■ EXERCISE
Please give nothing except the number of lines in the records below that include the word "strokeStyle".

··· MATERIAL SUPPLIED

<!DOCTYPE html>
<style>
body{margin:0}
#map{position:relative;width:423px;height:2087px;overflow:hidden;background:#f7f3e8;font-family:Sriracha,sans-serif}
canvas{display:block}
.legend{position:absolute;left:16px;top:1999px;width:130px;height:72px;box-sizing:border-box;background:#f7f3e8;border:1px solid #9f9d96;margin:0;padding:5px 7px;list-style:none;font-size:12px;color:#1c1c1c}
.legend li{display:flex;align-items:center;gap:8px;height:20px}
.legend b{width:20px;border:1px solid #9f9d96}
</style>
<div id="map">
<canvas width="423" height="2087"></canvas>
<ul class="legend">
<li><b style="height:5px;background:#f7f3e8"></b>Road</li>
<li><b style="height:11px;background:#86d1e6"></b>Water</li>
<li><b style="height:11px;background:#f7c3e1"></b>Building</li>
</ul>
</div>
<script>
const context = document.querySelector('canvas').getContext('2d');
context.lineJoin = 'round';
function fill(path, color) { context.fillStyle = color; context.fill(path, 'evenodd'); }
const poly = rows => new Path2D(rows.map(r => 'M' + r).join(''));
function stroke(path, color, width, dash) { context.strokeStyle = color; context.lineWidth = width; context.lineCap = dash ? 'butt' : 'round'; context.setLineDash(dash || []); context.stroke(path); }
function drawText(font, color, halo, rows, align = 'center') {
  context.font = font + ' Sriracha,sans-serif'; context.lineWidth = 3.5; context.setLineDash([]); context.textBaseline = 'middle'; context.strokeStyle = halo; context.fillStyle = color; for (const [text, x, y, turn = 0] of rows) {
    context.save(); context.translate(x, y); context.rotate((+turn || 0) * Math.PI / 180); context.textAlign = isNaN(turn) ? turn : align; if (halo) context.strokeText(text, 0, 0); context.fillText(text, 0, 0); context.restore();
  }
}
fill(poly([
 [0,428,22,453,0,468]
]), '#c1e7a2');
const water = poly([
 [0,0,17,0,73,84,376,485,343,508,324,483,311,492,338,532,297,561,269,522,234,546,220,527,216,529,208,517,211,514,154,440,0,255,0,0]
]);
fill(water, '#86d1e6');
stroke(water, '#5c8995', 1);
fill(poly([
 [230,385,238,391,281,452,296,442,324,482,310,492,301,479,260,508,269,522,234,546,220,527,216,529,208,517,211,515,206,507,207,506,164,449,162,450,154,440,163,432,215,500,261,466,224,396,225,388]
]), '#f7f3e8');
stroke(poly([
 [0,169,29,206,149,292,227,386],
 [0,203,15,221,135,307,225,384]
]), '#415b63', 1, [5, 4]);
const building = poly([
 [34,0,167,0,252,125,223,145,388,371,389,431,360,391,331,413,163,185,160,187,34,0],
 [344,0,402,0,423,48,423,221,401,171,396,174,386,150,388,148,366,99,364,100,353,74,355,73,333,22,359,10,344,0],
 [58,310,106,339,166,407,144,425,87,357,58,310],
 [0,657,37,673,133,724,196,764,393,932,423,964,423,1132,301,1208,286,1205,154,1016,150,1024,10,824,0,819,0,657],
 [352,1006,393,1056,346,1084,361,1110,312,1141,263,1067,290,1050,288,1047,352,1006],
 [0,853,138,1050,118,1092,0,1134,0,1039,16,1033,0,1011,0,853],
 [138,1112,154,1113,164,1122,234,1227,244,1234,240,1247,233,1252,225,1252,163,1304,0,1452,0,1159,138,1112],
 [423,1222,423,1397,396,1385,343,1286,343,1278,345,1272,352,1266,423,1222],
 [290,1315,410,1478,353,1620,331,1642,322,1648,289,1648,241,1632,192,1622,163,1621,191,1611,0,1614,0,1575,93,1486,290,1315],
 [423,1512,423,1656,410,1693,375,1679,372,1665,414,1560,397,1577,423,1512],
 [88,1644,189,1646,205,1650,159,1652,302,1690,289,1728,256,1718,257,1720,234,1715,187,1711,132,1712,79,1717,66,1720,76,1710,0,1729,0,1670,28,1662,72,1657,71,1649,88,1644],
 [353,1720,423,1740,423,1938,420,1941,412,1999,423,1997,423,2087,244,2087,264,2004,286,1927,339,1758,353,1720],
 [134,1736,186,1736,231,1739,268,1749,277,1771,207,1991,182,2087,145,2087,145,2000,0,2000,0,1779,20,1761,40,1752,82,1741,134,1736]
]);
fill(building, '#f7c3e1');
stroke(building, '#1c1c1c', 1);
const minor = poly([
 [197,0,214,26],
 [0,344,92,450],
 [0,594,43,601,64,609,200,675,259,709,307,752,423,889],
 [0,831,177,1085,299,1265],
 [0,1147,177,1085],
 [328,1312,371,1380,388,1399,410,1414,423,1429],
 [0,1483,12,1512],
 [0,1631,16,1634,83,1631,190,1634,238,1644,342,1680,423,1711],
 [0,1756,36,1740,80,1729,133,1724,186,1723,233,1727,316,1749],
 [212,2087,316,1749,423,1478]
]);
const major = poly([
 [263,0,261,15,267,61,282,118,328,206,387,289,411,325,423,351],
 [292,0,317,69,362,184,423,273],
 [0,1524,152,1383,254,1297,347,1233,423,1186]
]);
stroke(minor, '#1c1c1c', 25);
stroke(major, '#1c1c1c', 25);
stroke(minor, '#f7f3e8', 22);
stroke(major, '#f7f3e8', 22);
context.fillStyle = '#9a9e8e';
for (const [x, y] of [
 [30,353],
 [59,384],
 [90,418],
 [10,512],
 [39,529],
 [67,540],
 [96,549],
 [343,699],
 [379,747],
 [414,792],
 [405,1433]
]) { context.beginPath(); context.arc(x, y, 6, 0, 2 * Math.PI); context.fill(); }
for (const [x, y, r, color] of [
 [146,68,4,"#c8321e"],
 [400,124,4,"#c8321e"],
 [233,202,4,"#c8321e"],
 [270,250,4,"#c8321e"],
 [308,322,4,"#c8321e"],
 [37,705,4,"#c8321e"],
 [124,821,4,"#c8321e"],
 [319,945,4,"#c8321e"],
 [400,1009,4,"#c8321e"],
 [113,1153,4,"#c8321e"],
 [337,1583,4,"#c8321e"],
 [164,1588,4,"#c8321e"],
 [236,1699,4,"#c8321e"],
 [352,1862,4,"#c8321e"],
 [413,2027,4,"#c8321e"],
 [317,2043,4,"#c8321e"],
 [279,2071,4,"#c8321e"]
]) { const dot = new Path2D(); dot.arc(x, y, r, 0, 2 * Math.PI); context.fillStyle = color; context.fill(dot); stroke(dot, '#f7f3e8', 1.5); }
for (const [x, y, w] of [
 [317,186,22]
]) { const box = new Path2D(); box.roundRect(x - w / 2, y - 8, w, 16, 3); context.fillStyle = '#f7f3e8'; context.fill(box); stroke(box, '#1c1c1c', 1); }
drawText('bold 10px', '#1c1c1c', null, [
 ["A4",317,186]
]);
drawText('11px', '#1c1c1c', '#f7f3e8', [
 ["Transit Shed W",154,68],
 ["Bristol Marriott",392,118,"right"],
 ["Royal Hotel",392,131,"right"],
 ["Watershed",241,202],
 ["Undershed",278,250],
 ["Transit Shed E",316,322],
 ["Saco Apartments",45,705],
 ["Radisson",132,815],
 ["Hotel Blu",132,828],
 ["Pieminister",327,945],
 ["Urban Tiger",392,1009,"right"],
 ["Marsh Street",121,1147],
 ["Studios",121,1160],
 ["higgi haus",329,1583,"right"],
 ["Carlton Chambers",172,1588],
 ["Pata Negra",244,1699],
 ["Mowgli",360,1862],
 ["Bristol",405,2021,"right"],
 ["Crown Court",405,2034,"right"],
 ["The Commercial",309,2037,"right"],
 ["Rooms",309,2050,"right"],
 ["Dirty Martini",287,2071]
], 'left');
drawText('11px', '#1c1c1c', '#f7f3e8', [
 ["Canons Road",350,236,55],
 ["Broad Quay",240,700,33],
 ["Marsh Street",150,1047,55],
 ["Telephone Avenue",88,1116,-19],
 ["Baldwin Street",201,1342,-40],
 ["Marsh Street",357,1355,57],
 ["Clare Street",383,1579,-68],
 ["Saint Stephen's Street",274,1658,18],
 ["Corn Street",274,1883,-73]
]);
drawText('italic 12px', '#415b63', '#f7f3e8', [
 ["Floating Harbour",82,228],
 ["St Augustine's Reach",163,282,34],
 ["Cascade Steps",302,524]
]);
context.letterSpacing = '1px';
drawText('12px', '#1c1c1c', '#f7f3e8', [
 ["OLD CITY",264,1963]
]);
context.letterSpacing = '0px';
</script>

······

■ YOUR RESPONSE
2